Pierwsza w Bielsko Białej Chinkalnia mieści się w centrum miasta przy ul. Cechowej 12. Z okazji otwarcia bielszczanie mogli poczęstować się sławetnymi gruzińskimi pierożkami -sakiewkami, które są w nazwie sieci, zaś aby wydarzeniu nadać rangi menadżer ds. rozwoju marki Marta Naumenko oraz szef kuchni Levan Meparishvili wręczyli nowemu partnerowi Natalii Volkovej białą krowę – małą figurkę domowego zwierzęcia, które w Gruzji uznawane jest za symbol obfitości, dostatku i powodzenia.

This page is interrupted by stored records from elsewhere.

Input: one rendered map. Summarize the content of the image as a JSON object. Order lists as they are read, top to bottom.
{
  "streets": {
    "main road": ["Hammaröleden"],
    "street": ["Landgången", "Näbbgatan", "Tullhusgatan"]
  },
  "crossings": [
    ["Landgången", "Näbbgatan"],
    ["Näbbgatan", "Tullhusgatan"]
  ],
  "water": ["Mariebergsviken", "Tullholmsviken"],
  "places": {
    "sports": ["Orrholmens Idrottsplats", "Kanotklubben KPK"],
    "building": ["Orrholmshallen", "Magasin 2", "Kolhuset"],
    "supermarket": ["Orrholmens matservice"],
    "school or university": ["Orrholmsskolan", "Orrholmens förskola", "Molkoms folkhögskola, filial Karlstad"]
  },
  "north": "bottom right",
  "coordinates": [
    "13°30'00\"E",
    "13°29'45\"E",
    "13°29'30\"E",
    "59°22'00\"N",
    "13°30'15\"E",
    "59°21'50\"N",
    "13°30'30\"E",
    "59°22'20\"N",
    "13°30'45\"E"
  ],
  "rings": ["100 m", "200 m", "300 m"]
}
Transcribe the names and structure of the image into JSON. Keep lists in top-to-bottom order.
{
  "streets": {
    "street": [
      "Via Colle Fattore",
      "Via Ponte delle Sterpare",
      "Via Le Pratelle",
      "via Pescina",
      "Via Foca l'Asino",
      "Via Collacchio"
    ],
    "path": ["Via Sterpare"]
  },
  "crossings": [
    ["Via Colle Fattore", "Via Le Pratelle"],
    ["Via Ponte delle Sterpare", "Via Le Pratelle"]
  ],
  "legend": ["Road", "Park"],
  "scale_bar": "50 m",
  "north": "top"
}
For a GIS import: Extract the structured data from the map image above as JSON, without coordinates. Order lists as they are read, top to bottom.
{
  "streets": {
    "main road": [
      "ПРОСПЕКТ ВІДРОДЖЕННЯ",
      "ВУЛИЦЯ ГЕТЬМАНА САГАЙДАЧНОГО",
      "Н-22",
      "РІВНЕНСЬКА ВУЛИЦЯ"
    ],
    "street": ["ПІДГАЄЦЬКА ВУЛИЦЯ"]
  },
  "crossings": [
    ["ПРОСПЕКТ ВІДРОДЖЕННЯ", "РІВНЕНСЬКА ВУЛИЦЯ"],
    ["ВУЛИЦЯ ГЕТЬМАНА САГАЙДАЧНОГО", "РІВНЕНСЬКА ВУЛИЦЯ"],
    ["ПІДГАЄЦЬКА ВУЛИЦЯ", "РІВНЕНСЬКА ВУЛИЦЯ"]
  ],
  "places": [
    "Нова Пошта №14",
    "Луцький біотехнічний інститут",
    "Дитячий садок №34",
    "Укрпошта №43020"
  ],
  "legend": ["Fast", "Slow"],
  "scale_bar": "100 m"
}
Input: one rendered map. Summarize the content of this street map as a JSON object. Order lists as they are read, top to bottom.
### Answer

To na dobry początek nowej drogi, żeby się darzyło, i jak się głosi jeden z gruzińskich toastów, aby pieniędzy było tutaj tyle, jak u bogatego, a przyjaciół i gości jak u biednego - życzył gospodarzom przedstawiciel sieci.
Tak jak inne lokale działające pod szyldem tej marki, wystrój restauracji jest klimatyczny, ale prosty. Nie odwraca uwagi od punktu głównego wizyty każdego z gości – tradycyjnych gruzińskich potraw, które pachną już od wejścia. W menu Chinkalni znajdziemy więc hity gruzińskiej kuchni, czyli poza tytułowymi sakiewkami np.: placki chaczapuri, mięsną zupę charczo, gruzińskie szaszłyki, pchali z bakłażana czy schłodzony deser pelamuszi z soku winogronowego. Karta jest stosunkowo krótka, co świadczy o tym, że dania są świeże, przyrządzane na bieżąco. Menu zmienia się nieznacznie w zależności od sezonu. Lokale zaopatrują się u miejscowych dostawców.
Sieć gruzińskich restauracji jest pomysłem duetu ze Wschodu. Receptury i kunszt kulinarny dań to zasługa kucharza Levana Meparishviliego, który gotować nauczył się w rodzinnym domu w Kutaisi, a potem szkolił u najlepszych szefów kuchni w zachodniej Gruzji. W jego talent uwierzył Vadym Kostenko, przedsiębiorca z Ukrainy, który cztery lata temu zainwestował w pierwszy lokal we Lwowie. Temperament, klasa i osobowość szefa kuchni zjednywała gości i wkrótce uczyniła z Chinkalni miejsce wyjątkowe na mapie tego słynącego z doskonałej gastronomii miasta. Po kilku miesiącach, podczas których trudno było znaleźć w restauracji wolny stolik, właściciel zdecydował się otworzyć kolejny punkt, a kiedy i on odniósł sukces, postanowił rozwinąć firmę w sieć franczyzową. Obecnie w jej ramach działa 54 restauracji w Polsce, na Ukrainie, Litwie i Białorusi. W naszym kraju koncept najlepiej chwycił we Wrocławiu, gdzie do tej pory powstały już trzy lokale Chinkalni. Ale gruzińskiej kuchni jaką oferuje sieć można też spróbować w Krakowie, Kielcach, Warszawie i Szczecinie.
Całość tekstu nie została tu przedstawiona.